I'm trying to make a simple app to get the score of anyone on a test from the following formula:

score=(grade-average)/variance for example if your score out of 20 is 18 and the average of the class is 15 then this formula helps you to understand how is your grade in comparison to others. my code opens an excel file located in my pc in reads the points column writes them to a list then gets the average and variance and uses the formula. this is my excel file. BTW the grades in the excel are just for testing. I've tried these to codes(I'm not that pro in using classes and I was trying to make some use of it): this is the first one

class taraz:
  def __init__(self,file_name,file_dir,your_point):
      self.file_name=file_name
      self.file_dir=file_dir
      self.your_point=your_point
  def sum_ave():
      f=pandas.read_excel(r (file_dir))
      point_list=f['point'].tolist()
      sum1=sum(point_list)
      ave1=sum1/len(point_list)
  def variance():
      for i in point_list:
        var1=sqrt(((i-ave1)**2)/len(point_list))
  def taraz1():
      taraz1=(your_point-ave1)/var1
      print(taraz1)
  print(taraz1)

this is the second one:

def taraz(file_name,file_dir,your_point):
  def sum_ave():
      f=pandas.read_excel(r (file_dir))
      point_list=f['point'].tolist()
      sum1=sum(point_list)
      ave1=sum1/len(point_list)
  def variance():
      for i in point_list:
          var1=sqrt(((i-ave1)**2)/len(point_list))
  def taraz1():
      taraz1=(your_point-ave1)/var1
      print(taraz1) 

from the first code I just got and output like this: <main.taraz object at 0x02528130> and from the second one I don't get an output at all. will be glad to use your tips thanks anywas.

LMKR
  • 647
  • 5
  • 12
infinite
  • 9
  • 4
  • You are failing to understand the scopes of each variable. – Adirio Sep 28 '20 at 10:47
  • For example, in the first example, what is `file_dir` inside the `sum_ave` method? How do you expect it to understand that variable? – Adirio Sep 28 '20 at 10:50
  • Additionally, why would you use pandas to read from excel, and turn that dataframe into a list and then define your own mean and variance functions when you could use `df.mean()` and `df.var()`? – Adirio Sep 28 '20 at 11:22
  • Thanks a lot well I wasn't aware that I can't use a variable outside a function without its being global. But I'm not familiar with 'df.mean' and 'df.var' would you please give a further explanation about them. – infinite Sep 28 '20 at 11:44
  • `df` is the usual variable name used for dataframes, whciha re the type of variable that pandas works with. My answer below shows how to use these two methods directly instead of re-implementing them. – Adirio Sep 28 '20 at 11:56

2 Answers2

0

Firstly, understand the scope of variable. If a variable is declared inside a method it will be accessible from that method only unless it is declared as global.

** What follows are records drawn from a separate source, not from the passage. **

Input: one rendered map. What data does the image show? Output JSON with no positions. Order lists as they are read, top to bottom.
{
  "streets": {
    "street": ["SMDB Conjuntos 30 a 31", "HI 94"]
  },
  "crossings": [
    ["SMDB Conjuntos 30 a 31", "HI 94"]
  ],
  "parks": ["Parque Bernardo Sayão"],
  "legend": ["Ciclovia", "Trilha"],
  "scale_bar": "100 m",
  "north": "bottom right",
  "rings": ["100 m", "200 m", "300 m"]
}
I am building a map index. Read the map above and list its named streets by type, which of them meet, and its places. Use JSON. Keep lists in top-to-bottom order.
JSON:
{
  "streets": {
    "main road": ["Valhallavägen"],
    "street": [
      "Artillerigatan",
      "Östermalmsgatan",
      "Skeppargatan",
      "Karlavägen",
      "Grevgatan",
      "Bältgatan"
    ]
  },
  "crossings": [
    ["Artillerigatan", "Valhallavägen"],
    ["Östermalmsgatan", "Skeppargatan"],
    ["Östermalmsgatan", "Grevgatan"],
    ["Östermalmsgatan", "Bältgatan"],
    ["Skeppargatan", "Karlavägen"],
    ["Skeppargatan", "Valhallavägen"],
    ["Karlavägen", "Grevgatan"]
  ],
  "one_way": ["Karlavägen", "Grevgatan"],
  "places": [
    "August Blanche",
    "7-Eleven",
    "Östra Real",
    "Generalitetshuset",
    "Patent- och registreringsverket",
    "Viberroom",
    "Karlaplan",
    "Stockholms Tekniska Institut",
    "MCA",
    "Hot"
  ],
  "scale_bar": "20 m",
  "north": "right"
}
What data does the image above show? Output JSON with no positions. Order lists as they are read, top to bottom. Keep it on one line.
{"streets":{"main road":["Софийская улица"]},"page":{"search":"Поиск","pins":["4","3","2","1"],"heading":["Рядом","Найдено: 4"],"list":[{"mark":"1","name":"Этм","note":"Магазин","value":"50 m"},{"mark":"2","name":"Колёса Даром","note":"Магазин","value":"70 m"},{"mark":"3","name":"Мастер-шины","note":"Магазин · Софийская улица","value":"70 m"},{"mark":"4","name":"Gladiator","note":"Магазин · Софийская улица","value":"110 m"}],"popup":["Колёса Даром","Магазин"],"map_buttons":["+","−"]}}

When it comes to your code, variance method inside your class.

def variance():
    for i in point_list:
        var1=sqrt(((i-ave1)**2)/len(point_list))

How the variance method will understand point_lits variable. It is neither defined not declared as global/class variable.

Second, Methods of a class will take a default parameter usually defined as self unless it is decorated as a classmethod. check here to understand about self keyword.

Third, Classes will be having objects but functions won't. So you are not able to see the bound object with the function.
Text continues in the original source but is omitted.